General Motors Announces Plan to Drag Down Its Brands
At some point contributor Area Man will reveal his cyclical theory of everything, which basically holds that every five years new management teams throw out the strategies of the past five years and proceed to do the opposite. Supporting both that idea and our earlier thesis that General Motors is managed by people disconnected from reality, the company has announced that it will be supplementing the brand badges on its vehicles (Chevy, Buick, Saab, etc) with two chrome “GM” tags.
“‘Research tells us that many of our most outstanding segment-leading vehicles are not associated by the customer to be part of the GM portfolio,’ Mark LaNeve, GM’s North American vice president of sales, service and marketing, said in a statement.”
I’m pretty sure that most Saab drivers want to pretend that their cars are made in Sweden by quirky Nordic types instead of Ohio (the upcoming 9-7 SUV), Japan (the 9-2), and Austria.
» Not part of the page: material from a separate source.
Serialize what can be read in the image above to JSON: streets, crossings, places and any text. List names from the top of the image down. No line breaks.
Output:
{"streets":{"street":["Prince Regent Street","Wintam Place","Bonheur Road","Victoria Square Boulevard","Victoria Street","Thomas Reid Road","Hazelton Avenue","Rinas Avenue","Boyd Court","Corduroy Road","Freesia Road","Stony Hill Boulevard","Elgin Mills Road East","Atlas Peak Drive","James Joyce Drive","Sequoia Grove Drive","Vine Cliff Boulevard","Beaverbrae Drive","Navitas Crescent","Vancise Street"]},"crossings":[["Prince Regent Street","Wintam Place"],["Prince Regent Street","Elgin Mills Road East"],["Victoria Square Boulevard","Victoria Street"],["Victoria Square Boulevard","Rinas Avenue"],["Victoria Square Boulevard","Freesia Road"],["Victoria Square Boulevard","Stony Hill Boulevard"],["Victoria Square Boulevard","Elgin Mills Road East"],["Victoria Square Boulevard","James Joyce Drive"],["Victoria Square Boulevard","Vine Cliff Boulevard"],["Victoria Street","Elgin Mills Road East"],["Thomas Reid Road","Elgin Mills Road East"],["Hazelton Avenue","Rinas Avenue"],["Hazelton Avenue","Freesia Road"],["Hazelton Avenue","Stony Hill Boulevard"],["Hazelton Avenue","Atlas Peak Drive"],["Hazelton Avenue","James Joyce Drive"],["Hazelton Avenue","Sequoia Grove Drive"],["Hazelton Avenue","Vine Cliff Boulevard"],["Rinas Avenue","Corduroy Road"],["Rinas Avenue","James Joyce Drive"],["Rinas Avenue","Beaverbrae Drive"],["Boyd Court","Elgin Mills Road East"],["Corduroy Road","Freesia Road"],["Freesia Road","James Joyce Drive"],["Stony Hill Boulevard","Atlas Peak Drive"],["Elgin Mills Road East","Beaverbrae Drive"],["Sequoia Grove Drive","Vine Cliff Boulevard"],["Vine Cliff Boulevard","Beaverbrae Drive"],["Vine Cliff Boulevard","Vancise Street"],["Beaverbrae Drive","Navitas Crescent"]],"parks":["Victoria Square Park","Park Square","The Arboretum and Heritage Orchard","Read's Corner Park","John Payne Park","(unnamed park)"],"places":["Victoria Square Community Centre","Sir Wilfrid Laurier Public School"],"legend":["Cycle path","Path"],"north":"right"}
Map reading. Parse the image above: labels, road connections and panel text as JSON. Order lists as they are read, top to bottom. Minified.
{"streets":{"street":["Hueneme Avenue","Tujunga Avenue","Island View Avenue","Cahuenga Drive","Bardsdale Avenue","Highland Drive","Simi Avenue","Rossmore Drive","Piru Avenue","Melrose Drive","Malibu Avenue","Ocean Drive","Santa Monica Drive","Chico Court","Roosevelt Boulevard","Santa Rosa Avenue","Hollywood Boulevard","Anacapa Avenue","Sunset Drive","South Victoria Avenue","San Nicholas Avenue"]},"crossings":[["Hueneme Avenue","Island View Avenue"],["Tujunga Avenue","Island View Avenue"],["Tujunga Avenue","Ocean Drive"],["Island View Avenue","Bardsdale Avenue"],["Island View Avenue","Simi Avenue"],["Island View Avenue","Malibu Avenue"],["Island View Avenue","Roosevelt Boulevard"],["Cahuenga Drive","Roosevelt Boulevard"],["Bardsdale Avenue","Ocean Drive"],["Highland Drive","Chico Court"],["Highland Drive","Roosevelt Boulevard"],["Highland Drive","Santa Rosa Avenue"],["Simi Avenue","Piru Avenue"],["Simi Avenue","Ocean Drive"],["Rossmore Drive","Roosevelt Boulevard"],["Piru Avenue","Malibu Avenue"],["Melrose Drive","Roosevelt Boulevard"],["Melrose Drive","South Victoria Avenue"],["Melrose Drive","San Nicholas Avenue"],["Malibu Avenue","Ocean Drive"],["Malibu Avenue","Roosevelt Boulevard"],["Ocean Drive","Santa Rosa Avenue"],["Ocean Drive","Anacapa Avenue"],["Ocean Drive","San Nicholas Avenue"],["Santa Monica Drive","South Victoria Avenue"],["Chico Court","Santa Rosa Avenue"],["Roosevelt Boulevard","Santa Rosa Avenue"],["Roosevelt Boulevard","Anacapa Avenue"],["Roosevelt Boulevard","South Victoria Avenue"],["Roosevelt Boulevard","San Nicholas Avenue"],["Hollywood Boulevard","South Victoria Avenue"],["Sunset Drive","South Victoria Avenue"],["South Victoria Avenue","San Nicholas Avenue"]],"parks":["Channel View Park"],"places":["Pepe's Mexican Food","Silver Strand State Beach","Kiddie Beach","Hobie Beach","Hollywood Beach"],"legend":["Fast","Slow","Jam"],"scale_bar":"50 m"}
Letting them know that it comes from the company responsible for the Pontiac Aztek is a negative, not positive, association.
The same holds true domestically. The whole point of the muliplicity of GM divisions was to target the products — generally held to be a good thing. Pontiac = performance, Caddy = luxury, and so on (no one knew what Olds was, which helped kill it off, and Buick is headed the same direction). When the lines start to blur — look up “Cadillac Cimmaron” to see what happened when GM pimped out a Chevy and tried to sell it — failure results. Acura, Lexus, and Infiniti are deliberately decoupled from Honda, Toyota, and Nissan, despite the far more positive opinion most consumers have of those brands than GM.
This news came on the same day that Holman Jenkins wrote in a WSJ op-ed that “All these (new GM) cars are decent or even better than decent by every standard except the best of what GM’s competitors have on offer — such as riskier styling, meatier engines, and more advanced transmissions … deep-sixing Zeta (a significant new platform, just cancelled) was GM’s way of saying it will devote the rest of the decade to non-wow products.”
The name “General Motors” may “speak to people,” as LaNeve said, but only in a 50 mile radius around Detroit. Everywhere else it means nothing, or worse, has negative associations. And things are only going to get worse if GM is killing new products and only producing boring ones. With that perceptual payload, sticking a company badge on every GM car is a really bad idea. The thought process must be “it may not make sense, but at least it’s a different approach!”